## WHAT THE TASK ASKS
Each line of the data below that contains "bottom" must be copied.

## DATA PROVIDED
··········
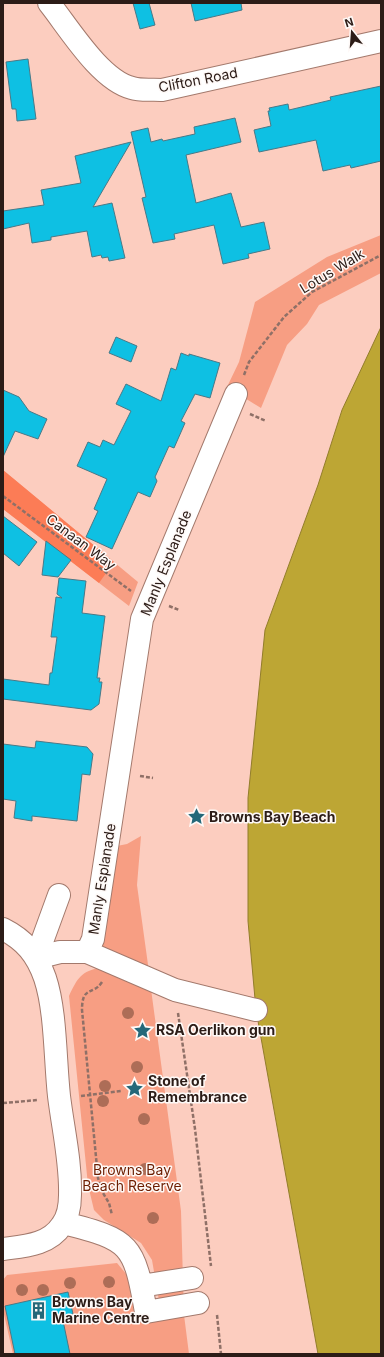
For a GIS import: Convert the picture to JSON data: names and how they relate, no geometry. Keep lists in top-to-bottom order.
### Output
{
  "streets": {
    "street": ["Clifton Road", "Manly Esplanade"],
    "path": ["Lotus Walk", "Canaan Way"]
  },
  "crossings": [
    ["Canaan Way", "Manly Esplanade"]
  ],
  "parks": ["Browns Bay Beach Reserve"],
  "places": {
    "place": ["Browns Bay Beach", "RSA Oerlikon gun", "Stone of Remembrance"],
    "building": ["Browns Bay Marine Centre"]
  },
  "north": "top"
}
··········
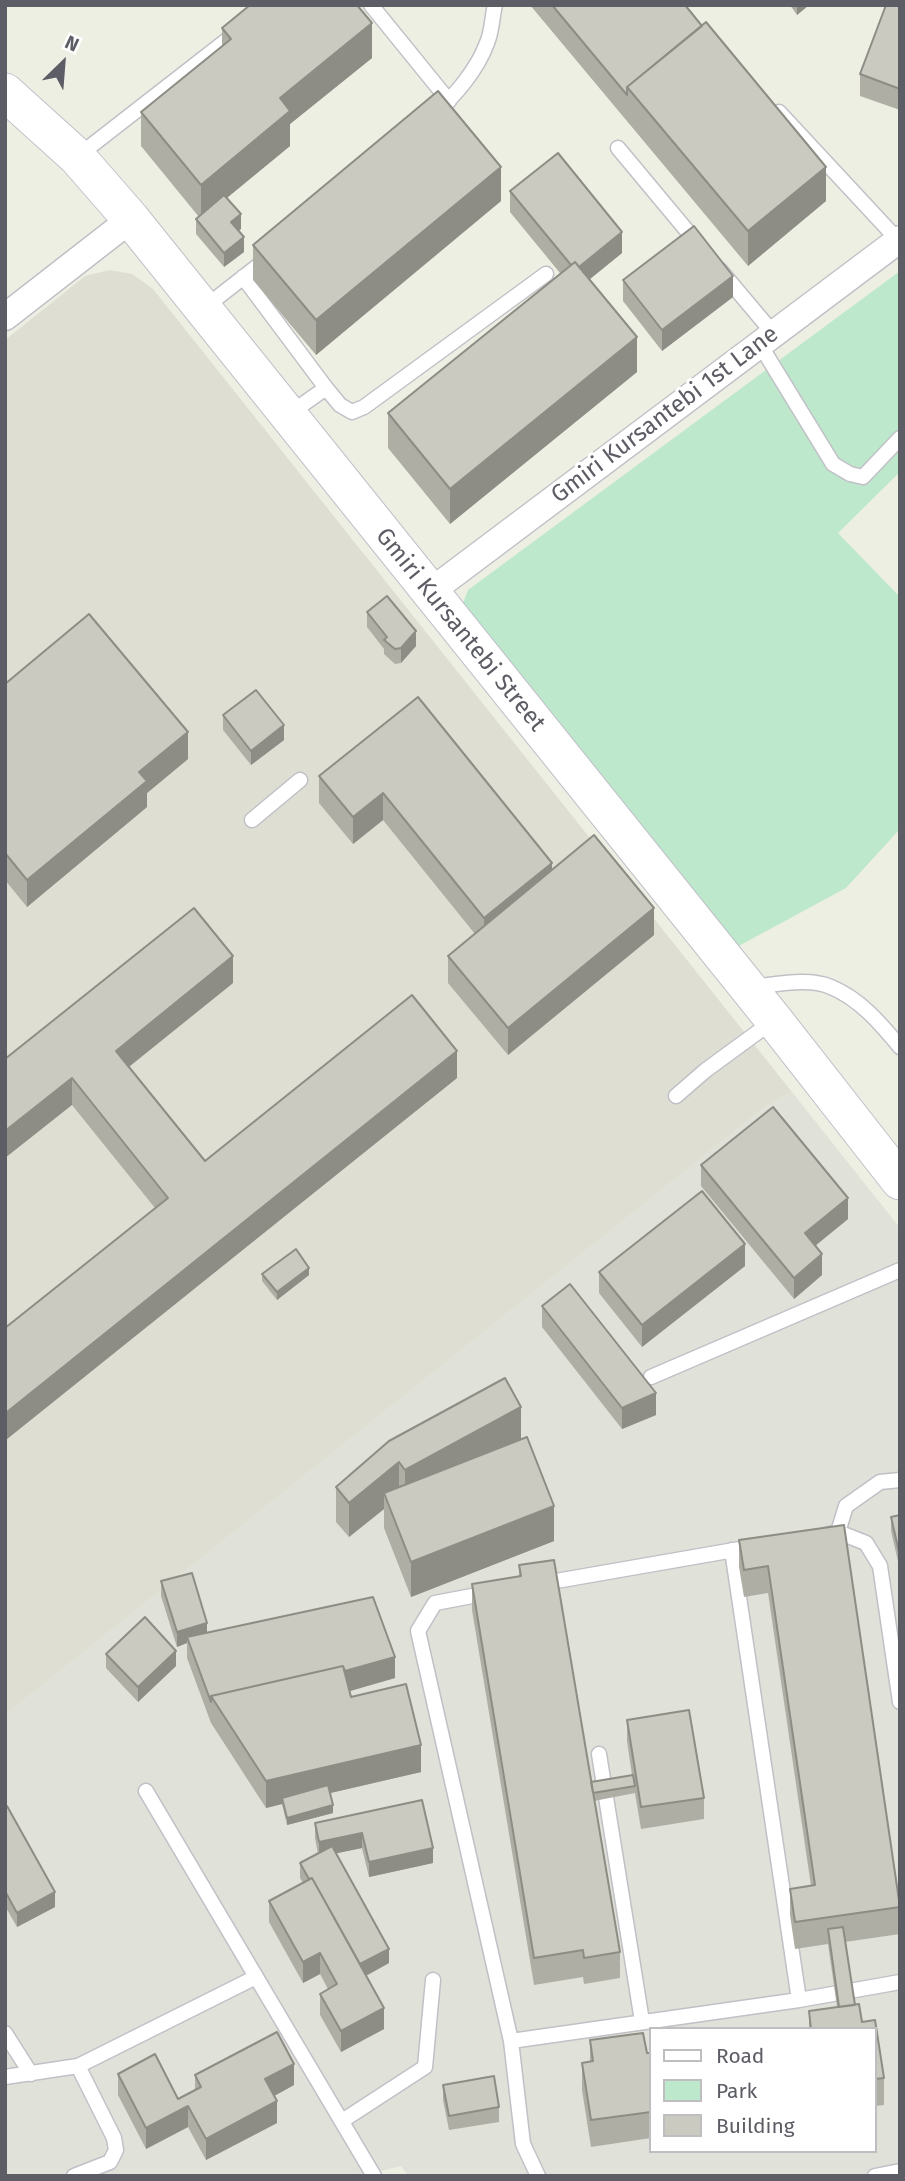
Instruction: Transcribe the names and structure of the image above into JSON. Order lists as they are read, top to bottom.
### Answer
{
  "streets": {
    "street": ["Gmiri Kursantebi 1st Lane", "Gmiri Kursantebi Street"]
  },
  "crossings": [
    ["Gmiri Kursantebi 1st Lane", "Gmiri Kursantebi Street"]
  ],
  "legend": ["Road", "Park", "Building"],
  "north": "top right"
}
··········
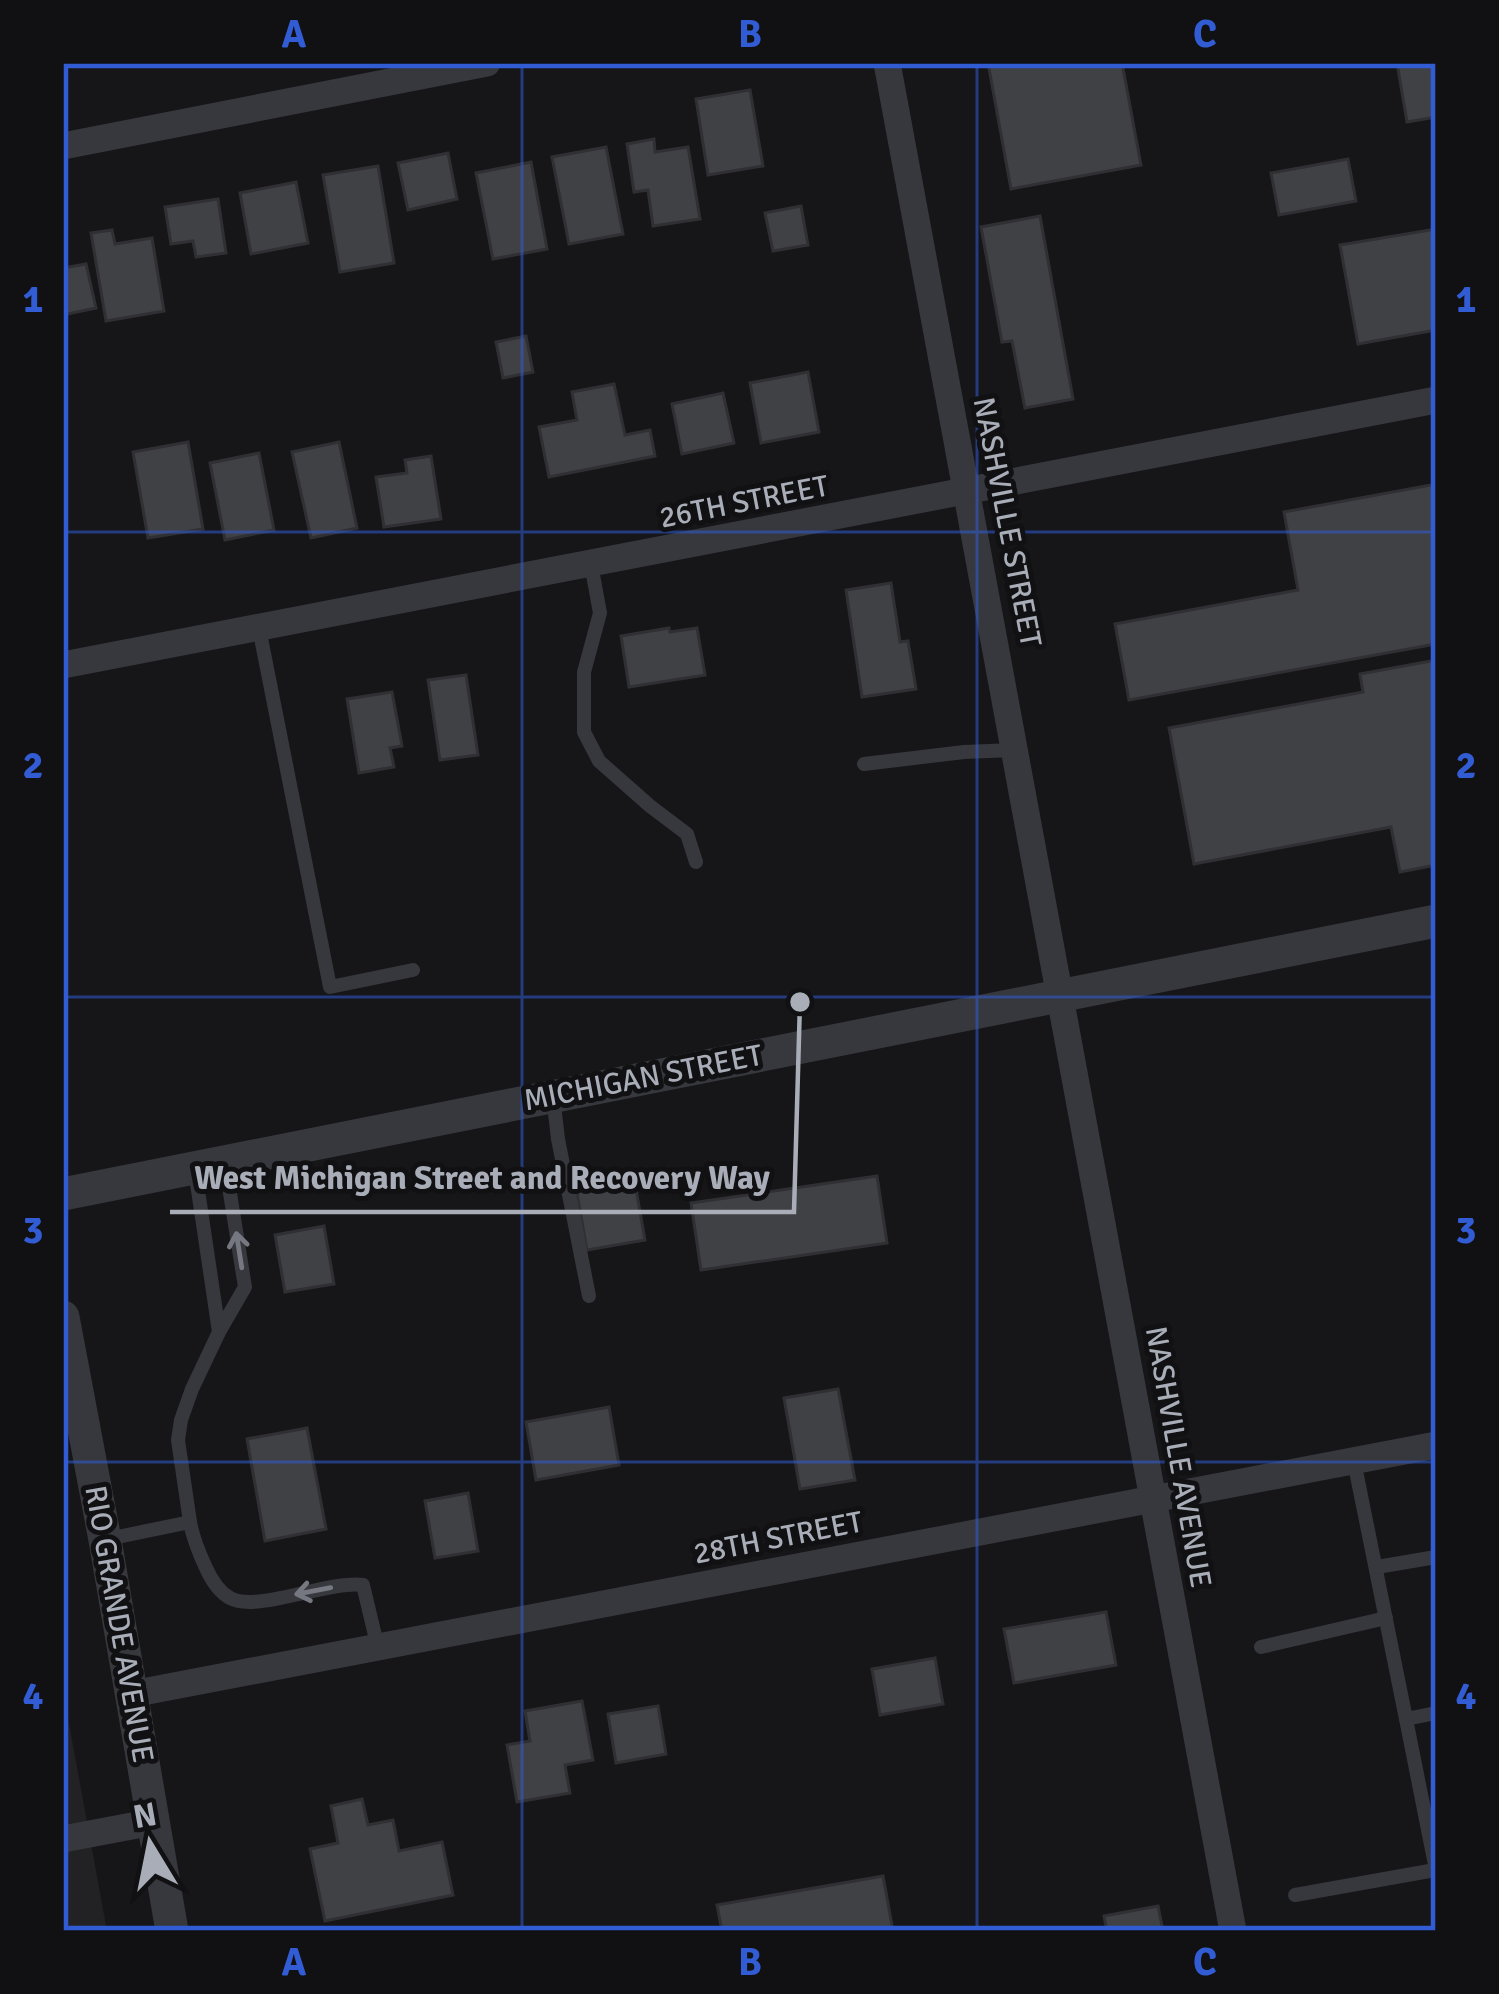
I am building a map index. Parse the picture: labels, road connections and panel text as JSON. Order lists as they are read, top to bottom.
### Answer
··········
## SOLVED EXERCISE
For a GIS import: Convert the picture to JSON data: names and how they relate, no geometry. Keep lists in top-to-bottom order.
Instruction: Transcribe the names and structure of the image above into JSON. Order lists as they are read, top to bottom.
I am building a map index. Parse the picture: labels, road connections and panel text as JSON. Order lists as they are read, top to bottom.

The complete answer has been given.